By | Published on Friday 22 July 2016


While the world still waits for Kim Dotcom’s big day in the American courts – which may or may not happen – to face charges of copyright infringement, money laundering and racketeering in relation to his former business MegaUpload, there’s been an interesting ruling in Italy in relation to that company’s MegaVideo enterprise.

Whereas MegaUpload was a file-transfer platform, MegaVideo was more like YouTube, though both parts of the business had a subscription option that enabled users to access more content. Like YouTube, MegaVideo hosted lots of videos uploaded without the approval of rights owners but – while Dotcom continues to insist his company operated a takedown system for said rights owners – MegaVideo didn’t develop the kinds of rights management tools and/or seek the kinds of licensing deals achieved by its Google-owned rival.

Despite the entire MegaUpload business being shut down by the US authorities in 2012, a copyright case being pursed by Italian TV firm RTI against the company has continued to go through the motions, and has now finally reached a judgement. RTI accused MegaVideo of infringing its copyrights by failing to remove its content after the broadcaster requested a takedown.
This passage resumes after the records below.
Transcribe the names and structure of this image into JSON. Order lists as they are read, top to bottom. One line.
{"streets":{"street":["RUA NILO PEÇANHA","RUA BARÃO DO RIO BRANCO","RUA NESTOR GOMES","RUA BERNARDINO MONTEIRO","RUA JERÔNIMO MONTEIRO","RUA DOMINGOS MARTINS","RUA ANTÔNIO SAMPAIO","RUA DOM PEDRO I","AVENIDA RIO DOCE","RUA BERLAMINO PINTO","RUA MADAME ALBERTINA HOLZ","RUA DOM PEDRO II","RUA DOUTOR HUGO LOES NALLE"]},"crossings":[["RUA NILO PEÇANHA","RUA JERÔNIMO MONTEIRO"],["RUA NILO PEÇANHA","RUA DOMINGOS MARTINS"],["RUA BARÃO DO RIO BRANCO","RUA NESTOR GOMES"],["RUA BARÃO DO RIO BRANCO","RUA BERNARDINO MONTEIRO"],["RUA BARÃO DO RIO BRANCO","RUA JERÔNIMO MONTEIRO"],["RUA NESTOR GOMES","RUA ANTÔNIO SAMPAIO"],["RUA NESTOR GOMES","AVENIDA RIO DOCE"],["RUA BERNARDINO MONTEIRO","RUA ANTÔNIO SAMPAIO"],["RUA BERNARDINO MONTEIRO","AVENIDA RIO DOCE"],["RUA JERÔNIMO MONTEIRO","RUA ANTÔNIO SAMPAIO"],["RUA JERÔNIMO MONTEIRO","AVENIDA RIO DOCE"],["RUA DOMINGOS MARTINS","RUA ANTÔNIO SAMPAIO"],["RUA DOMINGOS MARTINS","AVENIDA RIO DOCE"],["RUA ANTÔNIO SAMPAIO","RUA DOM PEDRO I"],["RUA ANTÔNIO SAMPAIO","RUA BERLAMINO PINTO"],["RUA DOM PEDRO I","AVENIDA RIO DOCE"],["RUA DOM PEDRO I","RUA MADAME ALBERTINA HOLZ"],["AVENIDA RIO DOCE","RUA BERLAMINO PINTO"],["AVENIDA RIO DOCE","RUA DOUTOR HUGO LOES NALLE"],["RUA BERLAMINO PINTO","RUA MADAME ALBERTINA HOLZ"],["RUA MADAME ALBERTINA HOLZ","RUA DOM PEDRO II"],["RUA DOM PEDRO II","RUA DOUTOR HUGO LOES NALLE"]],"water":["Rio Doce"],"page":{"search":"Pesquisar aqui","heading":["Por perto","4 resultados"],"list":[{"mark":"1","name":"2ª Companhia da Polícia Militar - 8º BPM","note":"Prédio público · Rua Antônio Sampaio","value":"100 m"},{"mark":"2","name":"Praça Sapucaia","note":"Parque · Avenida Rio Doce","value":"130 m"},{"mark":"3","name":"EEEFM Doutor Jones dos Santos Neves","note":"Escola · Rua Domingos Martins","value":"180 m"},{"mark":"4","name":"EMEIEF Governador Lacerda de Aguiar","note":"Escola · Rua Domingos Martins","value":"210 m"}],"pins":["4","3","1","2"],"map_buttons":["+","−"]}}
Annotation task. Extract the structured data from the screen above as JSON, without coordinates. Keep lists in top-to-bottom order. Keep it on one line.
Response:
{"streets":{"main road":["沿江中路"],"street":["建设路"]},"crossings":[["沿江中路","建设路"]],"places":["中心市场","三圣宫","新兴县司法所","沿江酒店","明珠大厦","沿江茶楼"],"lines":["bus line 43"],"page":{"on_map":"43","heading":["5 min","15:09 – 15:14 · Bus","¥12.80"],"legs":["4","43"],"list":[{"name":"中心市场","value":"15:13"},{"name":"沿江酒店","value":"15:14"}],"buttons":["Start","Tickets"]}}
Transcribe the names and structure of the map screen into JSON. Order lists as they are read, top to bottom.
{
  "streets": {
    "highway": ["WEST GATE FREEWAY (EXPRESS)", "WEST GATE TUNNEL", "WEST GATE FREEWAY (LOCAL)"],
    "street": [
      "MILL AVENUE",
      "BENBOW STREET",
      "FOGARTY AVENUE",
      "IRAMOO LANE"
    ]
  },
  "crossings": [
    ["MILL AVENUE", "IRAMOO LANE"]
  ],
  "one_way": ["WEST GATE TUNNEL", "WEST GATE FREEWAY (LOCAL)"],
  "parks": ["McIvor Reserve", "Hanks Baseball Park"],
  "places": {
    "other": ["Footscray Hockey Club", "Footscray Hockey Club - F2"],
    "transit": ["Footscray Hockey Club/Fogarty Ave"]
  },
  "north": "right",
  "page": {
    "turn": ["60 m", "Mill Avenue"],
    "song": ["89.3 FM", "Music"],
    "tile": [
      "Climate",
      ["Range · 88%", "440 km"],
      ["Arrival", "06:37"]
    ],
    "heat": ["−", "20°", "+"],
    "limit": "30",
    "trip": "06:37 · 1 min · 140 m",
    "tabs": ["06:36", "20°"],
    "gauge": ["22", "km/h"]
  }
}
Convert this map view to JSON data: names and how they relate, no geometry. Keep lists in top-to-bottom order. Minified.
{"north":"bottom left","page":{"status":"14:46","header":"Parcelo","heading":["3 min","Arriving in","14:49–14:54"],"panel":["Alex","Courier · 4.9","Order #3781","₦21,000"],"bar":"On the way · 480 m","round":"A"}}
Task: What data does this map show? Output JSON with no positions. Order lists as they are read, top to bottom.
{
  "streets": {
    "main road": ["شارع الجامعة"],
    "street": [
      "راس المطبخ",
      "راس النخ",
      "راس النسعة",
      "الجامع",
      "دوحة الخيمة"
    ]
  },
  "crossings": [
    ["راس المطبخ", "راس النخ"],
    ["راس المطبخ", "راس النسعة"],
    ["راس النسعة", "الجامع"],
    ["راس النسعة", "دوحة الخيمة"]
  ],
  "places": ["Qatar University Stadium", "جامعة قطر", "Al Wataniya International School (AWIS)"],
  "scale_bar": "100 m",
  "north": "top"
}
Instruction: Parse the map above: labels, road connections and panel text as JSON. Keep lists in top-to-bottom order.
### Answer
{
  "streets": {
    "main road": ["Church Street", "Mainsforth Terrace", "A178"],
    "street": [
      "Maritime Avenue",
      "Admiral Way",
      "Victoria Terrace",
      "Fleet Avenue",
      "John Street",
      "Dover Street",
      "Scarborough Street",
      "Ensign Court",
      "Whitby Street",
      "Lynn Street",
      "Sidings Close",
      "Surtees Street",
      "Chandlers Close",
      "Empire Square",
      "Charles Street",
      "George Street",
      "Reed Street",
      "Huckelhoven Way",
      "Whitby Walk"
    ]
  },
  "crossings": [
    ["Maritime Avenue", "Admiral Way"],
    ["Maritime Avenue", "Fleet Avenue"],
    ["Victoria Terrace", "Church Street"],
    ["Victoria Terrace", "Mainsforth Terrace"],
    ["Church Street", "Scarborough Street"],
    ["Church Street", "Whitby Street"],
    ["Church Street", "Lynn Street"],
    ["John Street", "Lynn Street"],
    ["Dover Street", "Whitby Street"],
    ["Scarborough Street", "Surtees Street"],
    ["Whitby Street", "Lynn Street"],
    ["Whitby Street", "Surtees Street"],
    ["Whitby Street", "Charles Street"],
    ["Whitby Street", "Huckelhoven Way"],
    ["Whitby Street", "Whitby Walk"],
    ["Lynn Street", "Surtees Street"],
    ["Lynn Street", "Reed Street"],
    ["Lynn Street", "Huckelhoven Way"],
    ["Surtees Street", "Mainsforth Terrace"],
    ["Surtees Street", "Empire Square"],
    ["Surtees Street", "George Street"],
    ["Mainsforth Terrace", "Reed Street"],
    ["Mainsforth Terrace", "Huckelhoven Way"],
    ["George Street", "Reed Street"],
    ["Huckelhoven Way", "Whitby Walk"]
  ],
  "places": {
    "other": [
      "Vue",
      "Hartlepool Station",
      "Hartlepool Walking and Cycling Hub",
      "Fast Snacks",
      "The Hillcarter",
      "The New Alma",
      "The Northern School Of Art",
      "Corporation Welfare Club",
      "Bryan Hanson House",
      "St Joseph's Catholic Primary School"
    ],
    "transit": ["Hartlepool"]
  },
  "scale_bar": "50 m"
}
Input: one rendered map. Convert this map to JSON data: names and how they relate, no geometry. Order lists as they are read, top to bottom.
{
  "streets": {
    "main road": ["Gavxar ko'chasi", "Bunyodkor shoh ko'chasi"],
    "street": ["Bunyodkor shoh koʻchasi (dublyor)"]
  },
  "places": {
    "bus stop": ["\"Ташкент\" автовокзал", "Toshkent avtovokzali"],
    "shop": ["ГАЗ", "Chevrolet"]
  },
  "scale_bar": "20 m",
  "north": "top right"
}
Team Mega didn’t actively defend the case, the company being technically defunct with its former assets frozen. Though the court did consider a possible argument that could be put against RTI’s claim: that the broadcaster simply provided a list of its programmes that were appearing on MegaVideo, rather than specific URLs where its content was being streamed without licence. Most user-upload platforms insist that rights owners must provide specific URLs when requesting that allegedly copyright infringing content be removed.

This leads us back to the good old safe harbours debate, which will be at the heart of the US case against Dotcom et al if it ever actually reaches an American courtroom. Under the safe harbour rules, user-upload sites are protected from liability when users upload infringing material providing they operate a takedown system. But what form does that takedown system need to take?

The Italian court in the RTI case decided that specific URLs were not required, and information about programme names was sufficient. They also noted that content ripped off RTI channels and then uploaded to sites like MegaVideo usually had the broadcaster’s logo in the corner.

That makes this long-overdue ruling against a dead company all the more interesting, as it steps up the obligations of safe harbour dwelling websites, in Italy at least. Which is something Dotcom’s highest profile legal rep, Ira Rothken, criticises about the judgement in an interview with Torrentfreak.

He says: “The Rome court apparently ruled on this MegaVideo case in a default context, unknown to us, and the result is unworkable case law on ISP secondary copyright liability … it was not explained why the copyright owners couldn’t provide URLs in the takedown notices and no burden analysis based on competent evidence was done by the court”.

The legal man adds that the ruling in Rome is not in line with precedent in the US – where the really big MegaUpload case will take place, extradition appeal depending. And he argues that there is a case for saying Italian judges are in conflict with European law too, concluding that “this type of secondary infringement rule, if allowed to stand, arguably violates EU freedom of expression and copyright-related treaties, amongst other things”.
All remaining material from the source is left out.